Mitigation hierarchies and the order they bring are roadmaps to achieving the global goals and should guide societal and business plans. In the climate space, all of the desirable pathways within the IPCC models point to the need for fossil fuel emission reductions before carbon dioxide removal (from forests or technology). And the story is no different when we look to the IPBES global assessment on the state of biodiversity and ecosystem services. To continue to benefit from ecosystems—whether wood provisioning, disease regulation, or water filtration—we need to stop deforestation and habitat loss before we jump to "tree planting." Skipping over avoid and reduce to go straight to compensate is like submitting an extra credit project having turned in no previous assignments throughout the semester.

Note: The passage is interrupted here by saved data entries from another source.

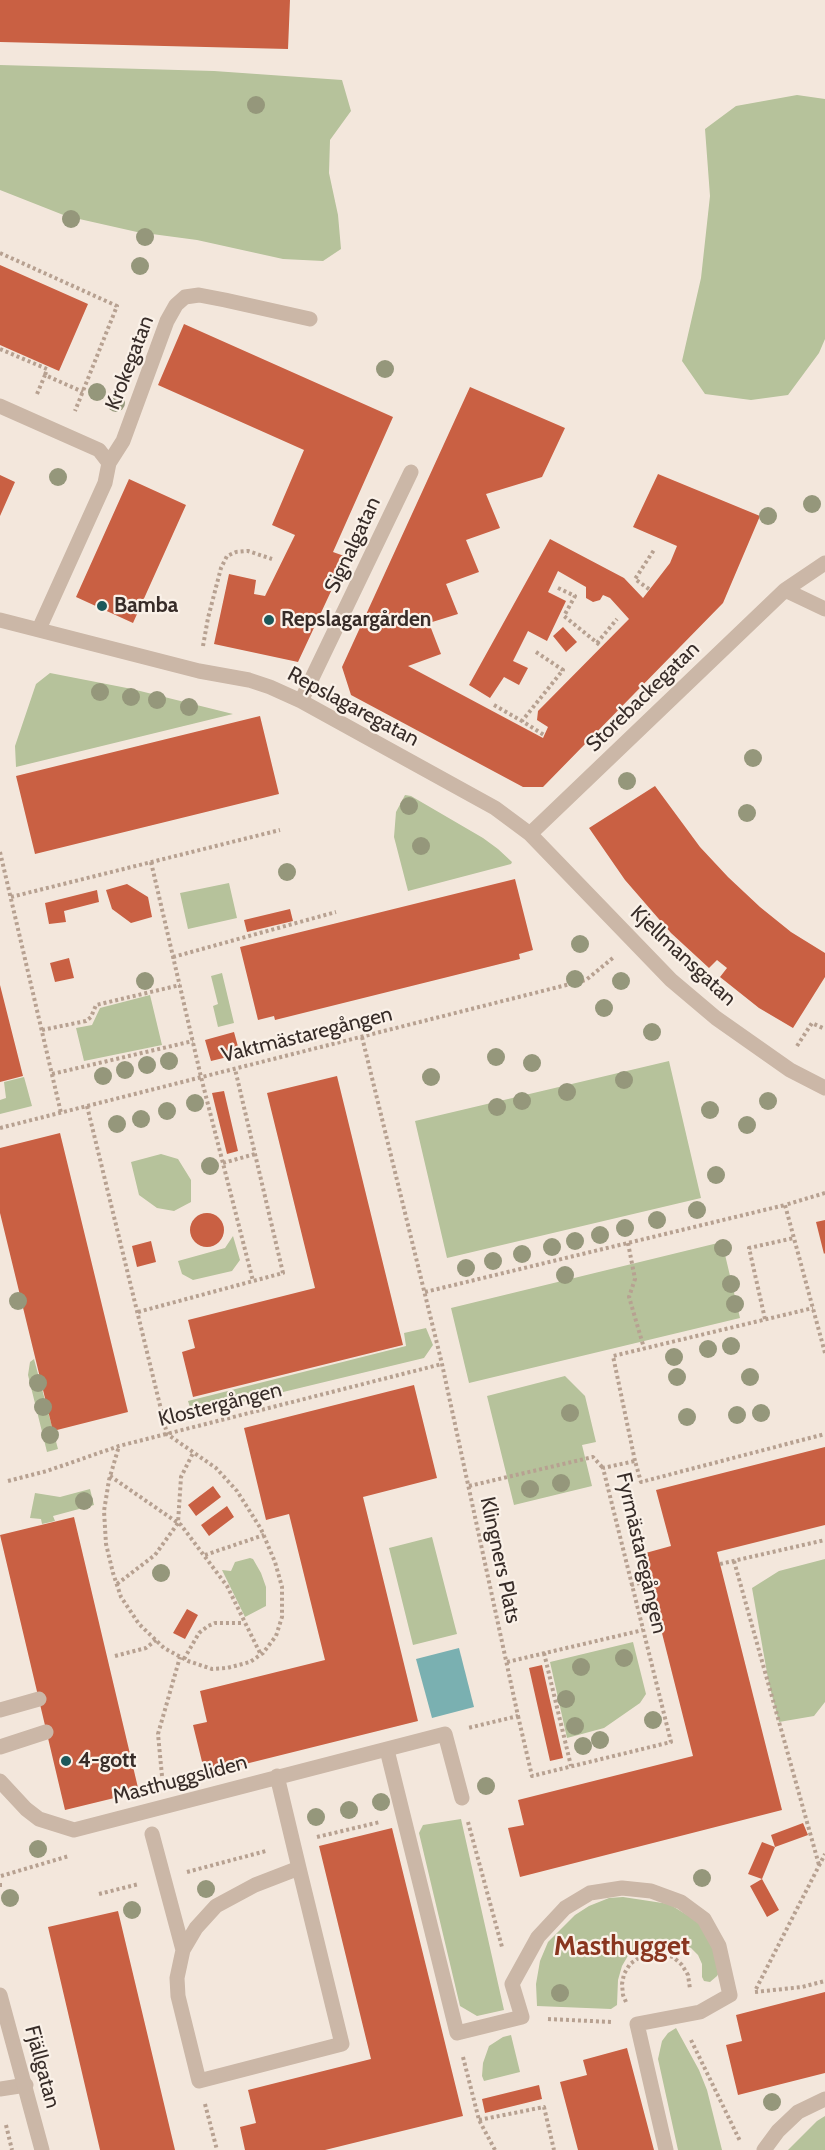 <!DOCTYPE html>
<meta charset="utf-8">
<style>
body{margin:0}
canvas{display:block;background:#f3e7dc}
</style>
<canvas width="825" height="2150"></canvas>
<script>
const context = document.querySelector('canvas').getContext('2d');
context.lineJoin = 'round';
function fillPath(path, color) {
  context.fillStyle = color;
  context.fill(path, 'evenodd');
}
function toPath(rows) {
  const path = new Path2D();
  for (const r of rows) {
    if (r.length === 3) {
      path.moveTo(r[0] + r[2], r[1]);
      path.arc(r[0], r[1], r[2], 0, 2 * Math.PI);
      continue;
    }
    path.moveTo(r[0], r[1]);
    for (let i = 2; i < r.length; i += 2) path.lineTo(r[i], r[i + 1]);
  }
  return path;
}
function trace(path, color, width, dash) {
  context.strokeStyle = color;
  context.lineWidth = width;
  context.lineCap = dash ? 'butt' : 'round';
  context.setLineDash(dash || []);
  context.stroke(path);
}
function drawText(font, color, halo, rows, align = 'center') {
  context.font = font + ' Cabin,sans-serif';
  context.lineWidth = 4.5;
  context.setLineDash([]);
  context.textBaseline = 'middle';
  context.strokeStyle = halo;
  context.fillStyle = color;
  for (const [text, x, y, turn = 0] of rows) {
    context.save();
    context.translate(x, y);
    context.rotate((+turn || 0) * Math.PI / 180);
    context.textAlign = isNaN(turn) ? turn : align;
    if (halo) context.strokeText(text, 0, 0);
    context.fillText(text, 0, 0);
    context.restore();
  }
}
const green = toPath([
 [0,65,214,71,342,80,351,111,330,140,329,173,338,215,341,249,323,261,283,259,197,240,137,232,66,216,0,190],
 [797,95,825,99,825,339,819,353,788,395,751,400,705,394,682,361,701,278,710,196,705,129,736,106],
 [50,673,132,689,233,714,16,767,15,746,36,684],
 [405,795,411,796,483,838,498,849,512,862,511,864,408,891,394,837,396,812],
 [229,883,237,918,188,929,180,893],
 [222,973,234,1023,218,1027,213,1006,218,1004,211,976],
 [150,995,162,1045,84,1061,76,1028,92,1025,100,1008],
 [669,1061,701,1198,447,1258,415,1121],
 [24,1077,32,1106,0,1114,0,1100,6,1098,4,1082],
 [161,1154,178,1159,191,1180,191,1202,174,1211,157,1208,139,1195,131,1162],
 [233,1236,240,1260,232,1271,193,1280,182,1274,178,1261,225,1248],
 [722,1242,740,1318,469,1383,451,1308],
 [426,1328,433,1345,424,1358,192,1414,188,1401,406,1346,404,1333],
 [34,1359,58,1449,47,1452,28,1375,30,1362],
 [565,1376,585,1396,596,1442,582,1445,592,1486,514,1505,487,1396],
 [90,1489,94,1505,53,1516,55,1521,42,1524,41,1519,30,1518,35,1493,60,1497],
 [432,1537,457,1634,413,1645,389,1548],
 [250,1558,253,1559,261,1573,266,1587,266,1606,245,1617,222,1570,231,1571,235,1562],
 [825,1559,825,1702,814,1716,779,1722,769,1684,752,1588,779,1571],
 [633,1642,646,1694,640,1703,604,1728,567,1738,550,1662],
 [461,1819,504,2010,477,2016,460,2006,419,1833,423,1825],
 [623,1897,669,1904,697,1921,714,1946,720,1971,717,1976,710,1982,704,1981,702,1977,702,1964,698,1955,691,1948,673,1941,655,1940,645,1943,629,1954,622,1966,618,1980,617,2005,611,2009,537,2006,536,1984,540,1961,548,1942,575,1915,589,1906,609,1898],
 [676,2028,699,2070,707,2090,722,2150,678,2150,658,2059,662,2041,668,2033],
 [511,2035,520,2072,484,2081,482,2076,483,2063,489,2046,503,2037],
 [825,2116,825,2150,788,2150,817,2121]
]);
const water = toPath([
 [459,1648,474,1707,432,1718,416,1659]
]);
const building = toPath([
 [0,0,290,0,288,49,0,42],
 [0,265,88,304,59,371,0,345],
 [184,324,393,417,333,552,347,557,298,662,214,644,229,574,256,580,254,594,265,596,295,535,272,525,304,450,158,385],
 [470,387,565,428,542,477,486,494,500,528,466,540,479,572,446,584,458,614,429,623,441,654,408,666,543,738,548,727,537,720,538,711,629,619,610,598,603,595,600,600,593,602,586,598,586,587,558,571,548,592,566,601,547,641,528,631,513,661,528,668,519,685,504,677,490,698,469,685,550,539,624,578,643,598,670,563,677,546,633,527,658,474,760,516,723,603,543,787,523,787,351,695,342,667],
 [0,475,15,482,0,516],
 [129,479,186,505,133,623,76,597],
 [563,627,577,642,566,652,553,636],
 [260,716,279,794,35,854,16,776],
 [655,786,700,847,728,877,760,907,791,932,825,953,825,977,793,1028,759,1008,720,977,727,968,717,960,709,968,671,933,625,880,589,828],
 [515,879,533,950,519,954,520,959,275,1020,274,1016,258,1020,240,947],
 [127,884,148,897,152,917,131,923,112,909,106,890],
 [97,890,99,902,64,911,66,922,49,924,45,903],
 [290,909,293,921,247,932,244,920],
 [69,958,74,978,55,982,50,963],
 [0,985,23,1076,0,1082],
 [234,1032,240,1054,211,1061,205,1040],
 [337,1076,403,1345,193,1397,182,1352,195,1348,188,1320,315,1288,267,1093],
 [224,1091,238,1151,227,1154,212,1093],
 [60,1133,128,1412,53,1431,0,1213,0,1148],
 [207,1230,17],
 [825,1220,825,1253,824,1254,816,1222],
 [151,1241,156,1262,137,1267,132,1246],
 [414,1385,437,1478,363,1497,418,1721,205,1774,193,1725,207,1722,200,1691,325,1660,289,1514,266,1520,244,1428],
 [825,1447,825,1525,717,1552,782,1810,520,1877,508,1828,524,1825,518,1800,693,1756,642,1554,671,1546,656,1490],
 [213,1486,221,1497,196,1516,188,1505],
 [227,1506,234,1517,209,1536,201,1525],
 [74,1517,139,1792,65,1810,0,1535],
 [187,1609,198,1615,185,1639,173,1633],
 [542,1665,563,1758,550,1761,529,1668],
 [803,1823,808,1835,775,1847,771,1835],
 [392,1828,463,2116,325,2150,245,2150,240,2127,256,2123,248,2090,371,2059,319,1846],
 [762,1842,775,1847,762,1879,779,1910,767,1917,750,1886,762,1879,748,1874],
 [118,1911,175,2150,100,2150,48,1927],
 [825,1992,825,2073,738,2095,726,2045,742,2041,736,2015],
 [627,2048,654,2150,578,2150,560,2082,587,2075,583,2060],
 [539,2085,542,2099,485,2113,482,2099]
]);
const path = toPath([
 [0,253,117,306,75,411],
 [0,349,47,369,45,375],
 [37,394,45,375,83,392],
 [558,588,575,596,564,616,601,646],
 [649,589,635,579,654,550],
 [597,643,617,619],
 [203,646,208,618,221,568,227,556,236,552,248,551,272,559],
 [536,652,563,670,522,721,544,735],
 [494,705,522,721],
 [0,852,61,1113],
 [151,862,201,1077,253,1281],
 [11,897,280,830],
 [173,957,336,912],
 [42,1030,86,1021,91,1017,96,1005,180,985],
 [362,1037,442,1364,518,1716,468,1728],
 [797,1046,812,1023,825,1029],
 [52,1074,193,1041],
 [87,1106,167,1434,216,1468,237,1491,261,1529,275,1562,282,1587,282,1617,276,1636,263,1653,250,1662,227,1668,212,1669,188,1661,164,1648,139,1624,121,1597,113,1573,106,1544,104,1511,109,1480,119,1446],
 [0,1128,586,980,614,957],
 [223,1163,255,1154],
 [825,1193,785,1205,825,1353],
 [628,1243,635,1279,629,1297,644,1348],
 [425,1292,785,1205],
 [138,1312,283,1273,235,1069],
 [765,1319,749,1248,794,1238],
 [635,1461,613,1356,813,1308],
 [110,1476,181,1525,227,1586,261,1655],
 [8,1481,47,1471,119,1446,442,1364],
 [469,1486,593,1457,603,1468],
 [205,1555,264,1535],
 [734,1561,819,1865],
 [720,1564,825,1540],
 [117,1584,155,1555,178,1523,181,1477,193,1453],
 [631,1585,648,1581],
 [544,1653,571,1766],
 [115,1656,146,1648,156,1640],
 [184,1659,199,1633,208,1626,215,1623,244,1623],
 [507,1662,643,1630],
 [518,1716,532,1776,671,1742,603,1468,635,1461,641,1482,825,1434],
 [162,1776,158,1734,180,1657],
 [468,1822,502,1947],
 [317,1837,380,1822],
 [187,1872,266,1851],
 [1,1876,69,1856],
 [0,1885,2,1885],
 [99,1894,139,1884],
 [756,1989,825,1854],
 [755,1992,802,1987,825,1981],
 [626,2002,623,1995,622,1984,624,1974,630,1964,640,1957,651,1953,662,1954,673,1957,682,1965,688,1975,690,1989],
 [548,2019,612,2022],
 [691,2040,740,2141],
 [463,2057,479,2120,495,2150],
 [205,2104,217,2150],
 [479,2120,544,2107,554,2150],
 [6,2125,12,2150]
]);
const service = toPath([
 [0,1710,39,1699],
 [0,1747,46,1732],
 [387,1750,457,2033,522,2017,512,1984,538,1937,565,1908,590,1893,622,1888,651,1891,681,1902,704,1919,719,1946,730,1995,700,2012,637,2024,666,2150],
 [277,1776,299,1868,255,1885,216,1906,196,1928,183,1950,177,1978,178,1996,199,2081,342,2044,299,1868],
 [0,1781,26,1809,39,1819,74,1830,445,1734,462,1798],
 [152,1834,183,1950],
 [764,2150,778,2131,798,2112,825,2099]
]);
const minor = toPath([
 [0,406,99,450,109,463,105,483,39,629],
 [109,463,123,441,167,321,176,305,185,297,199,295,225,300,310,319],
 [785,590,825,609],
 [0,620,199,671,249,680,270,687,301,701,495,808,530,834,671,980,716,1018,790,1070,825,1088],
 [301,701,411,472],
 [530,834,785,590,825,563],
 [0,2089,26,2085]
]);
const tertiary = toPath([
 [0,1995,42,2150]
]);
const trees = [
 [256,105],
 [71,219],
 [145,237],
 [140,266],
 [385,369],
 [97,392],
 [116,403],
 [58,477],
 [812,504],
 [768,516],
 [100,692],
 [131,697],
 [157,700],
 [189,707],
 [753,758],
 [627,781],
 [409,806],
 [747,813],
 [421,846],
 [287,872],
 [580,944],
 [575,979],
 [145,981],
 [621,981],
 [604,1008],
 [652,1032],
 [496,1057],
 [169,1061],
 [532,1063],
 [147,1065],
 [125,1070],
 [103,1076],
 [431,1077],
 [624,1080],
 [567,1092],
 [522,1101],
 [768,1101],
 [195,1103],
 [497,1107],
 [710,1110],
 [167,1111],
 [141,1119],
 [117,1124],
 [747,1125],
 [210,1166],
 [716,1175],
 [697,1210],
 [657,1220],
 [625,1228],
 [600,1235],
 [575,1241],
 [552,1247],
 [723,1248],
 [522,1254],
 [493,1261],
 [466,1268],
 [565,1275],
 [731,1284],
 [18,1301],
 [735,1304],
 [731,1346],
 [708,1349],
 [674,1357],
 [677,1377],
 [750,1377],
 [38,1383],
 [43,1407],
 [570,1413],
 [761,1413],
 [737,1415],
 [687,1417],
 [50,1435],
 [561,1483],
 [530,1489],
 [84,1501],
 [161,1573],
 [624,1658],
 [581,1667],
 [566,1699],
 [653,1720],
 [575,1726],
 [600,1740],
 [583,1746],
 [486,1786],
 [381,1802],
 [349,1810],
 [316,1817],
 [38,1849],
 [702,1878],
 [206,1889],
 [10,1898],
 [132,1910],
 [560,1993],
 [772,2102]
];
const markers = [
 [102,606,6,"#1c585a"],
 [269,620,6,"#1c585a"],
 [66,1761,6,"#1c585a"]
];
const streetNames = [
 ["Krokegatan",130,363,-69],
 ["Signalgatan",353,545,-65],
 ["Storebackegatan",643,697,-44],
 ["Repslagaregatan",353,707,28],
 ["Kjellmansgatan",683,956,43],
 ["Vaktmästaregången",307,1035,-14],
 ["Klostergången",220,1405,-14],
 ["Fyrmästaregången",641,1553,77],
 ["Klingners Plats",500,1560,78],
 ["Masthuggsliden",180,1780,-15],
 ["Fjällgatan",42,2067,75]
];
const poiNames = [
 ["Bamba",114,606],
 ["Repslagargården",281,620],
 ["4-gott",78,1761]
];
const districtNames = [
 ["Masthugget",622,1947]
];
fillPath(green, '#b6c29b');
fillPath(water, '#7ab0b1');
fillPath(building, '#c96043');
trace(path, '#b7a191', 4, [3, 3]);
trace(service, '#cbb7a7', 15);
trace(minor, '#cbb7a7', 15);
trace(tertiary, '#cbb7a7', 15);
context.fillStyle = '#95977b';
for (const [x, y] of trees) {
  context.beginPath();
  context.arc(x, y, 9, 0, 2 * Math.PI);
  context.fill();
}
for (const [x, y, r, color] of markers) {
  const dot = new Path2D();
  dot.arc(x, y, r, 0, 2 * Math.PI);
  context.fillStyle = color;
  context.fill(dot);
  trace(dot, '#faf1e8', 2);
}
drawText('21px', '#372c28', '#faf1e8', streetNames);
drawText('bold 21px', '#372c28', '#faf1e8', poiNames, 'left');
drawText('bold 27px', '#89351f', '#faf1e8', districtNames);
</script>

Every sector and every company has a role to play in supporting the pursuit of the global goals. Aligning corporate ambition with these international commitments is the measuring stick defining leadership, and mitigation hierarchies provide the roadmap to prioritize actions and timing. As companies develop their 2030 goals, prioritize avoid and reduce to align pathways with science and only then focus on "extra credit" compensation mechanisms.